The Test of Behavioral Rigidity (TBR; Schaie, 1955, 1960; Schaie & Parham, 1975) contains the following three subtests:

1) Capitals test: This test was adapted from Bernstein’s (1924) study of quickness and intelligence and represents the Spearmanian, or “functional,” approach to the study of preservation and rigidity. Participants copy a printed paragraph that contains some words starting with capital letters, others spelled entirely in capitals, and some starting with lower case letters, with the remaining letters in capitals. In the second half of the test, participants recopy the paragraph, substituting capitals for lower case letters and lower case letters for capitals. Two and a half minutes are allowed for each half of the test.

This test yields two scores: copying speed (Cap), the number of words correctly copied in the first half of the tes‚Äčt; and instructional set flexibility (Cap-R), the latter score representing the ratio (rounded to integers) of the number of correctly copied words in the second series to those in the first series.

2) Opposites test: In this newly constructed test, following the work of Scheier and Ferguson (1952), three lists of simple words must be responded to by first giving antonyms, then synonyms, and finally antonyms or synonyms, depending on whether the stimulus word is printed in upper or lower case letters. Each list has 40 stimulus words and a time limit of 2 min.

The test yields three scores: an associational speed (Opp) score, which is the sum of correct responses in the first two lists; and two associational flexibility scores. For this purpose, List 3 is examined for responses that are incorrect, responses started incorrectly, and erasures. The first score (Opp-R1) is obtained by the formula:

Series 3 errors

100 – ————————- x 100

Series 3 total

The second score (Opp-R2) involves the formula:

Series 3 correct

———————————————– x 100

(1/2 (Series 1 correct + Series 2 correct))

3) TBR questionnaire: Seventy-five true-or-false items include 22 modified flexibility-rigidity items (R scale) and 44 masking social responsibility items from the California Psychological Inventory (Gough 1957; Gough, McCloskey, & Meehl, 1952; Schaie, 1959b). Also included are 9 items (P scale) constructed by means of Guttman scaling of a preservative behavior scale first used by Lankes (1915).
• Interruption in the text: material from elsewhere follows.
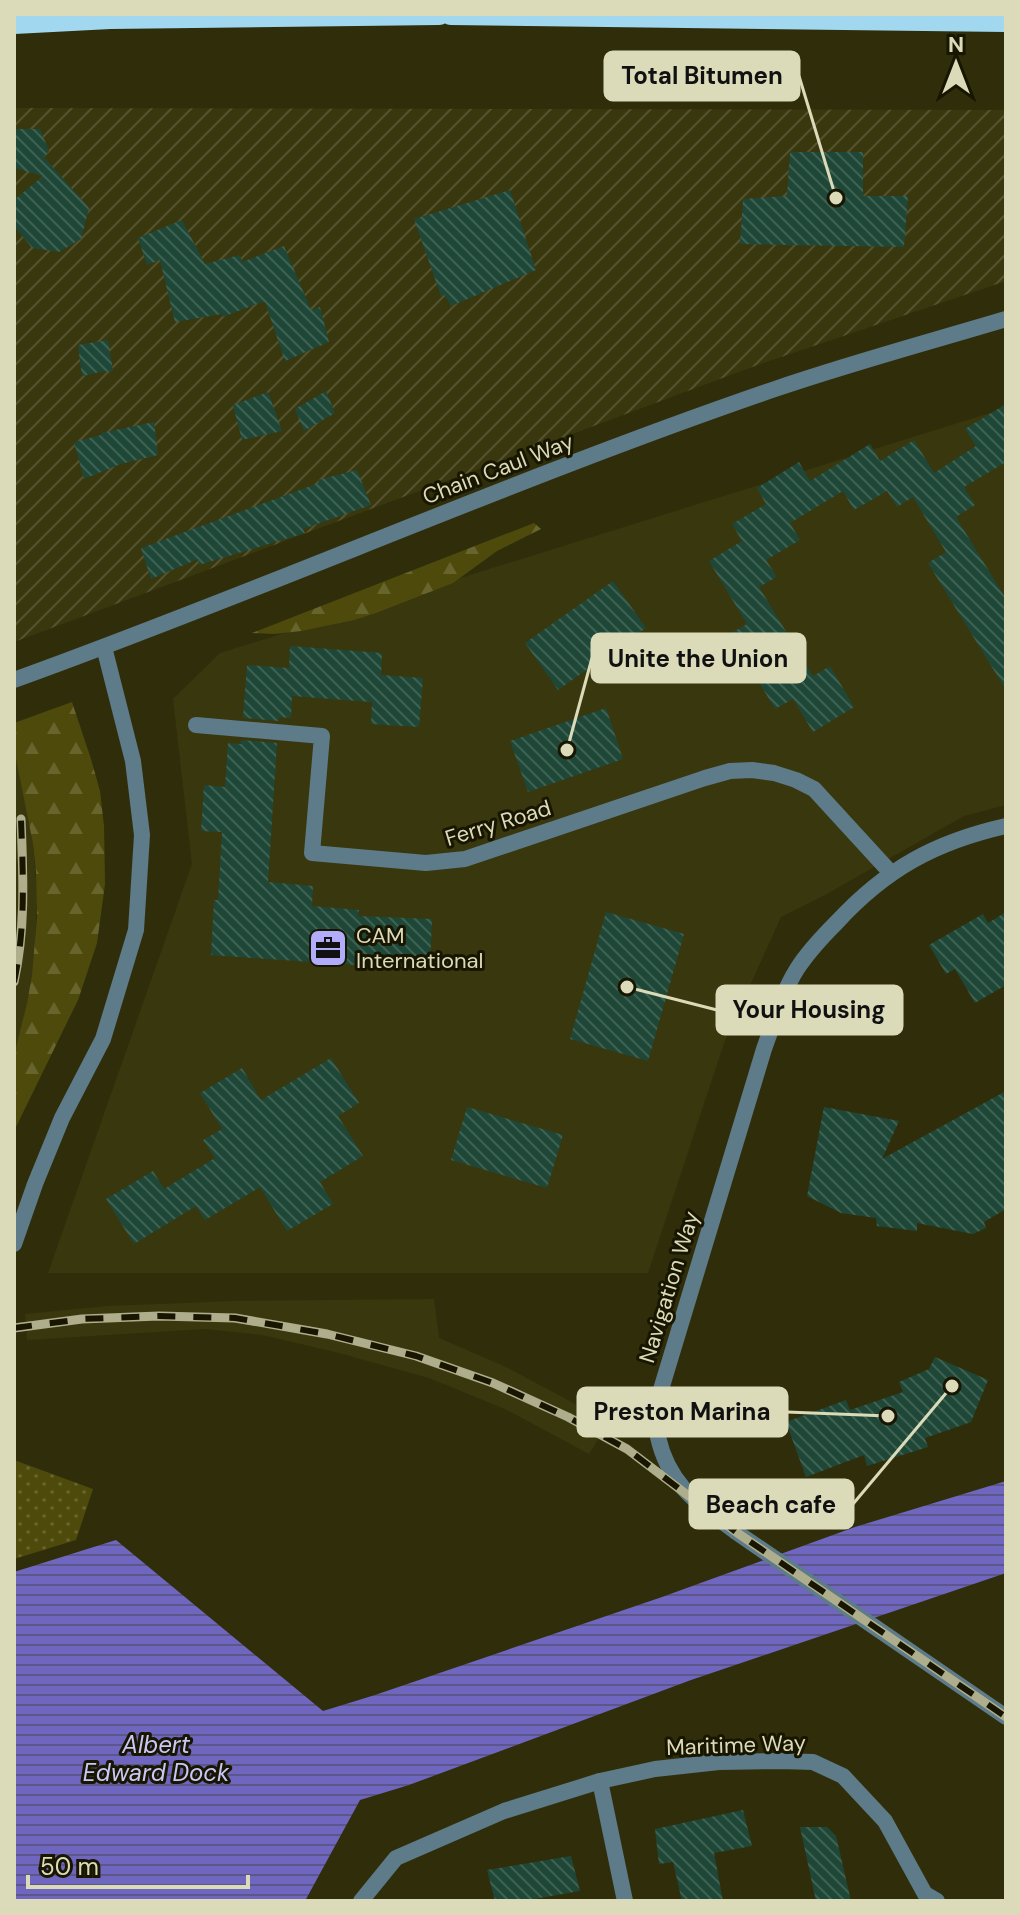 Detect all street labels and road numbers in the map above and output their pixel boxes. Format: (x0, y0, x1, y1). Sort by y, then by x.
street label: Chain Caul Way (418, 427, 578, 511)
street label: Ferry Road (441, 793, 555, 853)
street label: Navigation Way (632, 1208, 706, 1366)
street label: Maritime Way (666, 1728, 806, 1762)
The TBR yields factor scores for the latent dimensions of Psychomotor Speed, Motor-Cognitive Flexibility, and Attitudinal Flexibility. It also yields several personality trait scores (see below). The three factor scores are obtained by multiplying the standardized factor scores for the eight observed scores from the TBR subtests as follows:
MCF = .25 Cap-R + .35 Opp-R1 + .40 Opp-R2
AF = .50 R scale + .50 P scale
PS = .60 Cap + .40 Opp

For comparison across measures, all psychometric tests were standardized to T-scores with a mean of 50 and a standard deviation of 10, based on all data collected at first test.